Elle est riche et indépendante mais elle veut plus qu’une liberté inutile. Elle est encore la jeune idéaliste du début du roman. Elle va enfin rencontrer Régis Boissinot qui lui plaît et qui l’aime autant qu’elle l’aime. Mais cet homme est jaloux, il souffre du passé de Monique, passé qu’elle n’a pas voulu lui cacher. C’est un « homme des cavernes », il deviendra un tyran, un homme à l’ancienne : « Si tu laissais repousser tes cheveux sans les teindre ? », demande-t-il bientôt. Et Monique refuse cet amour-là : elle refuse de devenir la prisonnière de cet amant estimable, viril, intelligent mais qui est resté arriéré du point de vue des sentiments : « Tu retardes, Régis ! Le mari propriétaire ! Le seigneur et maître ! » Monique ne reviendra pas en arrière, et refuse l’amour-prison, le mariage-camisole : « Le mariage ! Jamais ! Avec Régis moins encore qu’avec tout autre. Libre elle était, libre elle resterait. » Ne pouvant l’avoir pour lui seul et l’aimant passionnément, Régis tente de la tuer. Monique en réchappe et trouve enfin l’homme qu’il lui faut et qui lui dit : « Il n’y a pour moi dans la vie, et par conséquent dans sa forme la plus haute, l’amour, que des êtres égaux et libres On n’a de droits sur la personne qu’on aime, que ceux qu’elle vous donne. » C’est cet homme-là qui la rendra heureuse.

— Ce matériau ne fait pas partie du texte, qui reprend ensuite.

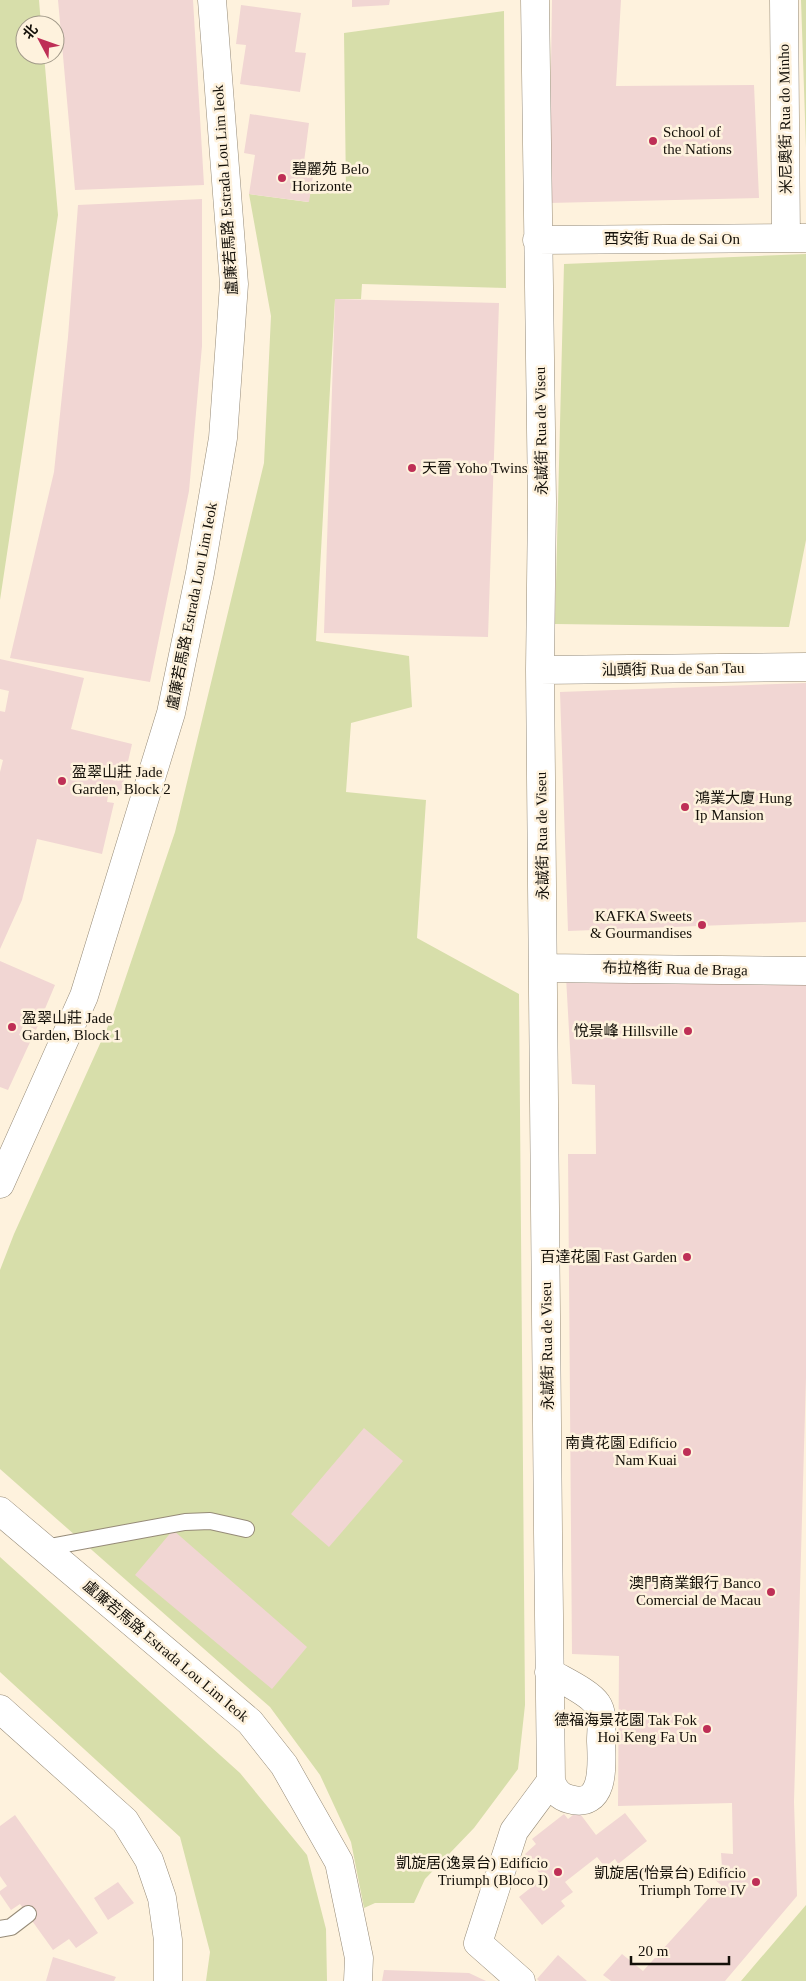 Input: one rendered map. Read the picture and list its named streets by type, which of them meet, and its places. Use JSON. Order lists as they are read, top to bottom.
{
  "streets": {
    "street": [
      "米尼奧街 Rua do Minho",
      "盧廉若馬路 Estrada Lou Lim Ieok",
      "西安街 Rua de Sai On",
      "永誠街 Rua de Viseu",
      "汕頭街 Rua de San Tau",
      "布拉格街 Rua de Braga"
    ]
  },
  "crossings": [
    ["米尼奧街 Rua do Minho", "西安街 Rua de Sai On"],
    ["西安街 Rua de Sai On", "永誠街 Rua de Viseu"],
    ["永誠街 Rua de Viseu", "汕頭街 Rua de San Tau"],
    ["永誠街 Rua de Viseu", "布拉格街 Rua de Braga"]
  ],
  "places": [
    "School of the Nations",
    "碧麗苑 Belo Horizonte",
    "天晉 Yoho Twins",
    "盈翠山莊 Jade Garden, Block 2",
    "鴻業大廈 Hung Ip Mansion",
    "KAFKA Sweets & Gourmandises",
    "盈翠山莊 Jade Garden, Block 1",
    "悅景峰 Hillsville",
    "百達花園 Fast Garden",
    "南貴花園 Edifício Nam Kuai",
    "澳門商業銀行 Banco Comercial de Macau",
    "德福海景花園 Tak Fok Hoi Keng Fa Un",
    "凱旋居(逸景台) Edifício Triumph (Bloco I)",
    "凱旋居(怡景台) Edifício Triumph Torre IV"
  ],
  "scale_bar": "20 m",
  "north": "top left"
} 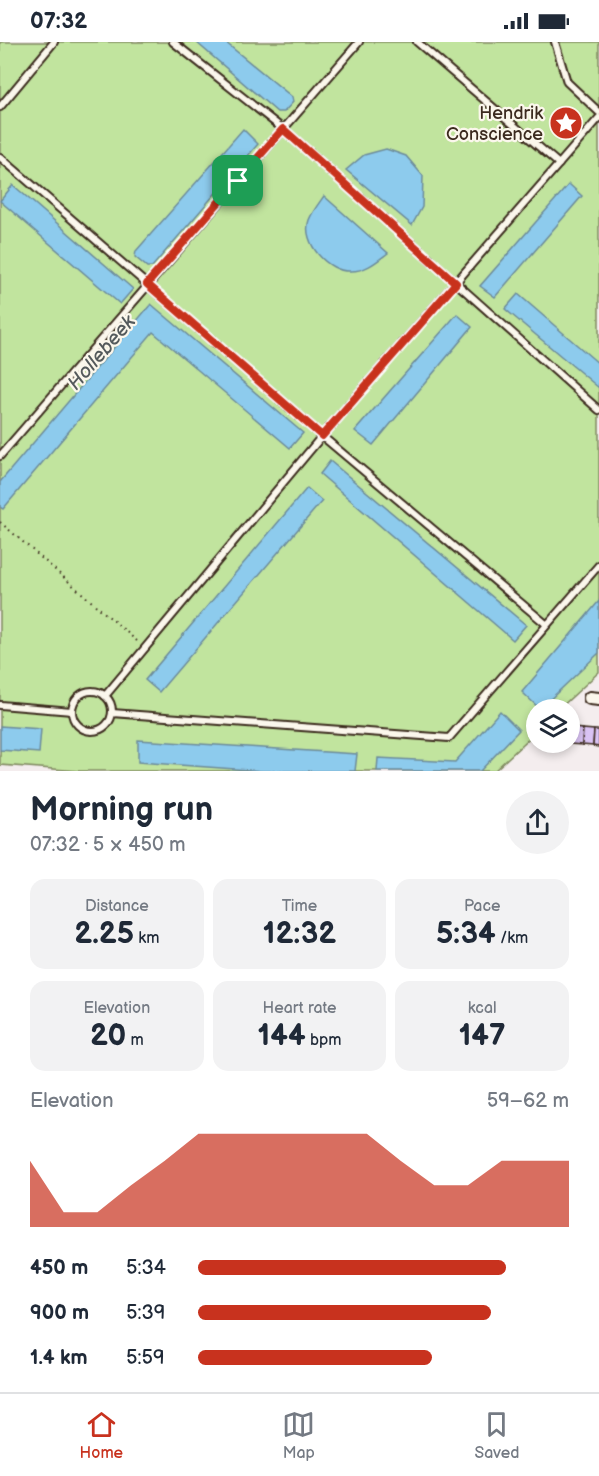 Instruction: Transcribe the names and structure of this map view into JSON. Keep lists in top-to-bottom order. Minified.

La Garçonne n’a rien de pornographique, ni non plus Les Liaisons dangereuses, L’Amant de Lady Chatterley, Lolita, L’Amant ou La Vie sexuelle de Catherine M. D’ailleurs, ce qui a choqué dans ces romans, ce n’est pas la description de l’acte, c’est le statut différent des personnages qui s’y adonnent ensemble. Autrement dit, une société donnée autorise « tout » en matière d’histoires sexuelles, mais pas à tout le monde ni avec tout le monde. Dans La Garçonne, le scandale, c’était qu’une jeune fille célibataire de bonne famille fasse ce que font les jeunes mâles célibataires de bonne famille … Les questions soulevées par Margueritte n’ont pas été résolues. La sexualité humaine, dans ses dimensions privées et publiques, est encore en devenir, comme l’actualité le prouve. La Garçonne reste un bon roman, et les bons romans sont toujours d’actualité.